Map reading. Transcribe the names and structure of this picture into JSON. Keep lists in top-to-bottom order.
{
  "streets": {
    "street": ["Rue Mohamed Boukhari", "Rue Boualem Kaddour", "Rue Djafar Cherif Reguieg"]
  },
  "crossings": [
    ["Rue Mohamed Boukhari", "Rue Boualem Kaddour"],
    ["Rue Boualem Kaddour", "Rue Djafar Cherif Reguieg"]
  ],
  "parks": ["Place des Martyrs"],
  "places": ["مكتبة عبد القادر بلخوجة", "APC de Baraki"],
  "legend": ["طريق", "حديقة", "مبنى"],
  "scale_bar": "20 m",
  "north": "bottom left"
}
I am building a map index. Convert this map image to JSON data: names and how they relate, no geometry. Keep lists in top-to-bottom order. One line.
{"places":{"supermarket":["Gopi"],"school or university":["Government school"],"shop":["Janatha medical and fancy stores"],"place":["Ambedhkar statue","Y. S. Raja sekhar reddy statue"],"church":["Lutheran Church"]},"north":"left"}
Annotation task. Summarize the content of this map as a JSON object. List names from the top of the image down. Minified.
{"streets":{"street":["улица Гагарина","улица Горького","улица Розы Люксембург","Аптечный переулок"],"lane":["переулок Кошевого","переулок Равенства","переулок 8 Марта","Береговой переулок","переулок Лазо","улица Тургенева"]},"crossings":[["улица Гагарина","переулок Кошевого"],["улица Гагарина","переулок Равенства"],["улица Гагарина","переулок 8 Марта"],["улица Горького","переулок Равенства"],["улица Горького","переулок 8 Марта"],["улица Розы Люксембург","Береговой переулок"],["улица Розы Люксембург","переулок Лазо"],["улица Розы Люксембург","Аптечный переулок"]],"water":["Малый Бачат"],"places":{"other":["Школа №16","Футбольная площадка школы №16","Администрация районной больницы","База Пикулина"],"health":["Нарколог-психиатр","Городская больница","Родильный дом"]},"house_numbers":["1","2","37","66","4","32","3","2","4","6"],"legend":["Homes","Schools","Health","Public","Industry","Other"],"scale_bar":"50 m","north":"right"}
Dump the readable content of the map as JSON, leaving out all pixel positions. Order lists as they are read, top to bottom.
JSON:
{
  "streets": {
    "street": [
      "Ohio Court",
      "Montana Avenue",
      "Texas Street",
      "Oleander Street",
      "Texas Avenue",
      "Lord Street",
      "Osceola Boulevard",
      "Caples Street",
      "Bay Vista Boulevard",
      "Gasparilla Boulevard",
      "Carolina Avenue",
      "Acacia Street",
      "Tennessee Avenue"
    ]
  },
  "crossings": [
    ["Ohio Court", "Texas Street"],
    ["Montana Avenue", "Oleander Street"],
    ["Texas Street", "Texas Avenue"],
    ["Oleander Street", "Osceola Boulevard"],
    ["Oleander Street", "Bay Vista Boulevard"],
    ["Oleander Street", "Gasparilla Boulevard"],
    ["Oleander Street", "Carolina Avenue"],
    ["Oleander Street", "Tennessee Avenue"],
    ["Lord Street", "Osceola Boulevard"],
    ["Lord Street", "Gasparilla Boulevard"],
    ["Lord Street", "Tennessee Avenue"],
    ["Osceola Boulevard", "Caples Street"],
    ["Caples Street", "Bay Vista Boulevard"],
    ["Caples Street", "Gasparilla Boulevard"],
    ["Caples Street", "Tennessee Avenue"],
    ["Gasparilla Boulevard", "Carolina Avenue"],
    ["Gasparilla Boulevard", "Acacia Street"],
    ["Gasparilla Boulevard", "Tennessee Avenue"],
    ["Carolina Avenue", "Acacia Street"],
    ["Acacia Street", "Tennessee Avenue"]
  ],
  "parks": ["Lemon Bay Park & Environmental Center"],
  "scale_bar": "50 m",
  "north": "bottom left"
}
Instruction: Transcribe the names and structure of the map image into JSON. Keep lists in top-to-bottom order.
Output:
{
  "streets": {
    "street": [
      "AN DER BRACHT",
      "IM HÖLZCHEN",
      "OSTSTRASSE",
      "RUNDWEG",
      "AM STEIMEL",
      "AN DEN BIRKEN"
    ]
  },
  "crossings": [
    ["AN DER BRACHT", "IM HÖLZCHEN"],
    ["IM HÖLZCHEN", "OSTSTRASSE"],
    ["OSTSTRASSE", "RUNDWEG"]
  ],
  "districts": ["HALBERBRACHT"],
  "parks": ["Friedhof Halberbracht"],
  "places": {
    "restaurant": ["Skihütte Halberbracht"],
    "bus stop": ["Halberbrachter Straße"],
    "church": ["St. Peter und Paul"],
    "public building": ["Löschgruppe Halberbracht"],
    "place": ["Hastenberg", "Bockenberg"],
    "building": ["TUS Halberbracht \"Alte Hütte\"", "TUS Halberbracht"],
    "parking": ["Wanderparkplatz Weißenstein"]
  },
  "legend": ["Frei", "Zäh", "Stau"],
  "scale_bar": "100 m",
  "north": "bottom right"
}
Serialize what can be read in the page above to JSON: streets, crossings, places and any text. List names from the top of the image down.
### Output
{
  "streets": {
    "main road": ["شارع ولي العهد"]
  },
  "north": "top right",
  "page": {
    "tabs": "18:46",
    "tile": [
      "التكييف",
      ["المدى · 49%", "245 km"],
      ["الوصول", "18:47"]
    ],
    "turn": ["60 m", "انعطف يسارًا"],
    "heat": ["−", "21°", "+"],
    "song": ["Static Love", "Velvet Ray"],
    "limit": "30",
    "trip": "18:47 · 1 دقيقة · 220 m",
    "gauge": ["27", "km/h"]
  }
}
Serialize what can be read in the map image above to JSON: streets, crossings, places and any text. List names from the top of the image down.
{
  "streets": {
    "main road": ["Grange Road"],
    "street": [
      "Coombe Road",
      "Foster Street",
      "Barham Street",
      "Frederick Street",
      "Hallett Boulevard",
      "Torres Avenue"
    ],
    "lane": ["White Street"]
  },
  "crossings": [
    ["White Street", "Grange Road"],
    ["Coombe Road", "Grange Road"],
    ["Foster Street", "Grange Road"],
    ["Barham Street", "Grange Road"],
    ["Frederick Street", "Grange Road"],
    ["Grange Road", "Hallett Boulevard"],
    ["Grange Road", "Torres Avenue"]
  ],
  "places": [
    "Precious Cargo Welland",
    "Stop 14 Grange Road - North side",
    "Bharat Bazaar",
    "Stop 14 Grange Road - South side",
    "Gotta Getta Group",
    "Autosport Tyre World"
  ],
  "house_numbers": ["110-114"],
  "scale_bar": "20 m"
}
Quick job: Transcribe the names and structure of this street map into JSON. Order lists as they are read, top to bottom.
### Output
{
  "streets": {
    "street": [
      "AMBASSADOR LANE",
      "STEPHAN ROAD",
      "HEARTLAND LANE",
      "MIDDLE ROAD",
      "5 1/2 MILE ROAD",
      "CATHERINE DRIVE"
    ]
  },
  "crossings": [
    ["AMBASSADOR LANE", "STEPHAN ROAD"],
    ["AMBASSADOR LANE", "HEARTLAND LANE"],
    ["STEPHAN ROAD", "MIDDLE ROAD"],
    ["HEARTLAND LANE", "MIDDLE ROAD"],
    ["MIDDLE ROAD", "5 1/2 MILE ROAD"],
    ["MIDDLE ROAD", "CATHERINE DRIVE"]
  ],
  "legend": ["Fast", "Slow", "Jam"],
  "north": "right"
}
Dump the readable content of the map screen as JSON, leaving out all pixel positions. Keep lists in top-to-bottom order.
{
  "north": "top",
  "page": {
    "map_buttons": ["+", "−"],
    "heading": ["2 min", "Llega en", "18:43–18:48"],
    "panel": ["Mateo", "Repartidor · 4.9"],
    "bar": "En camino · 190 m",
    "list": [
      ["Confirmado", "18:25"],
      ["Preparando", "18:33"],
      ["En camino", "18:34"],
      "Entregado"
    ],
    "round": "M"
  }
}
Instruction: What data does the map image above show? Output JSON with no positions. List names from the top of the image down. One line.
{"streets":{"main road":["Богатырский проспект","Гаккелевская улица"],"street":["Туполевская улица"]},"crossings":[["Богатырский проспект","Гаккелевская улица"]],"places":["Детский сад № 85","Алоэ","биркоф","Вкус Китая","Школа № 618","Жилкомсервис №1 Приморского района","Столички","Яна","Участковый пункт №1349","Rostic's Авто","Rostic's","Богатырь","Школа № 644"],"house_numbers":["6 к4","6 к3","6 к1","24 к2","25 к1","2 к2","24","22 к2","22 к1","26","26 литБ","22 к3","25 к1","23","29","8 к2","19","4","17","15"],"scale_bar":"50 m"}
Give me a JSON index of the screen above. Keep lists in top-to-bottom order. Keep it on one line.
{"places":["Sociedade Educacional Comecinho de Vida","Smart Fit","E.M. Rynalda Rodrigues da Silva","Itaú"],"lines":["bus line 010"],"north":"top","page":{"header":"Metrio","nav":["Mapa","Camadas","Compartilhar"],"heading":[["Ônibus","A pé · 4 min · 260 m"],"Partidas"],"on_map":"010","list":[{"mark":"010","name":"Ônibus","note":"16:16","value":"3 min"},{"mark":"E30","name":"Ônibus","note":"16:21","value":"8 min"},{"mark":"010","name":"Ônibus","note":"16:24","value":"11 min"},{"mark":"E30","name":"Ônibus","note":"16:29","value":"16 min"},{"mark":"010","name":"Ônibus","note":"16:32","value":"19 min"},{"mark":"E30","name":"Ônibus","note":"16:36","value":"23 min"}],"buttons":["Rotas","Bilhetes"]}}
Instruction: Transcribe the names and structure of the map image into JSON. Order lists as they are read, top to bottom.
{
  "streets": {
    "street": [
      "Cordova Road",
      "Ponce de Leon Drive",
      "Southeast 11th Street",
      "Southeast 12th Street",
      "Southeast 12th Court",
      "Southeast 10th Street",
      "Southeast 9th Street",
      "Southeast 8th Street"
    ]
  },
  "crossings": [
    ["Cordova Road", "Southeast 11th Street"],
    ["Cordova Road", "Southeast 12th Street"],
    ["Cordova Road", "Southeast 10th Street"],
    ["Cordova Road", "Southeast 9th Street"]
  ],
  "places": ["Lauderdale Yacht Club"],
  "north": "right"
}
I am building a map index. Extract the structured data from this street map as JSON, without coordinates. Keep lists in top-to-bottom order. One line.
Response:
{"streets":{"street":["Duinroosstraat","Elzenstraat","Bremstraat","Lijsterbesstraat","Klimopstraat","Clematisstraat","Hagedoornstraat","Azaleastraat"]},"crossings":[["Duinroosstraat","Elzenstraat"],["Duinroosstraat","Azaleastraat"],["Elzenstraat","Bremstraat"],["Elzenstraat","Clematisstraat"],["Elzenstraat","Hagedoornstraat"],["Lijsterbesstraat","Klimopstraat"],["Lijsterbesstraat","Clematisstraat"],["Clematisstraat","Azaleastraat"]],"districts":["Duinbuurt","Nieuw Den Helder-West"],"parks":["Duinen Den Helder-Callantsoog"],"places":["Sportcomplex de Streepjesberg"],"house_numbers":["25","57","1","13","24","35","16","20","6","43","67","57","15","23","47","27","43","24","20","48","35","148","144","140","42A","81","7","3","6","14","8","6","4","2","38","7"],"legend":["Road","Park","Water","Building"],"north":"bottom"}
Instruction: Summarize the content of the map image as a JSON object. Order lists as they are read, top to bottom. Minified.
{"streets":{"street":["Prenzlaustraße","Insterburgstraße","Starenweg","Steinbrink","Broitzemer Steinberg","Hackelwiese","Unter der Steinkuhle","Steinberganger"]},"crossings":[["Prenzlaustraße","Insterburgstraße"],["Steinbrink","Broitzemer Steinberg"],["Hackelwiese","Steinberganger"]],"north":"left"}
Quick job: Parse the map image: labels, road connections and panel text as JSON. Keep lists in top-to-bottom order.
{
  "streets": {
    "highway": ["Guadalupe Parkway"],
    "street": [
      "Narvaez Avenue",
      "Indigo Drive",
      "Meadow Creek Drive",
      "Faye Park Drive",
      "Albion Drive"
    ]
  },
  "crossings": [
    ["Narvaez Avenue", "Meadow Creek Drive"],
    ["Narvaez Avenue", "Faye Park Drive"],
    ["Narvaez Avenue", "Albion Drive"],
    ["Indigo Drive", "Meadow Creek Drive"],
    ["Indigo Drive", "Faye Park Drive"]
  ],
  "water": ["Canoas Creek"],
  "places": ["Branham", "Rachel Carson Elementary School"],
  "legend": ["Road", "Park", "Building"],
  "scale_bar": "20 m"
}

About this exercise - Where the data above reaches the line holding "Annotation task. Summarize", begin printing, and stop after the line holding "Dump the readable content of the map as". Each line must be reproduced exactly, with nothing else added.

Final answer -
Annotation task. Summarize the content of this map as a JSON object. List names from the top of the image down. Minified.
{"streets":{"street":["улица Гагарина","улица Горького","улица Розы Люксембург","Аптечный переулок"],"lane":["переулок Кошевого","переулок Равенства","переулок 8 Марта","Береговой переулок","переулок Лазо","улица Тургенева"]},"crossings":[["улица Гагарина","переулок Кошевого"],["улица Гагарина","переулок Равенства"],["улица Гагарина","переулок 8 Марта"],["улица Горького","переулок Равенства"],["улица Горького","переулок 8 Марта"],["улица Розы Люксембург","Береговой переулок"],["улица Розы Люксембург","переулок Лазо"],["улица Розы Люксембург","Аптечный переулок"]],"water":["Малый Бачат"],"places":{"other":["Школа №16","Футбольная площадка школы №16","Администрация районной больницы","База Пикулина"],"health":["Нарколог-психиатр","Городская больница","Родильный дом"]},"house_numbers":["1","2","37","66","4","32","3","2","4","6"],"legend":["Homes","Schools","Health","Public","Industry","Other"],"scale_bar":"50 m","north":"right"}
Dump the readable content of the map as JSON, leaving out all pixel positions. Order lists as they are read, top to bottom.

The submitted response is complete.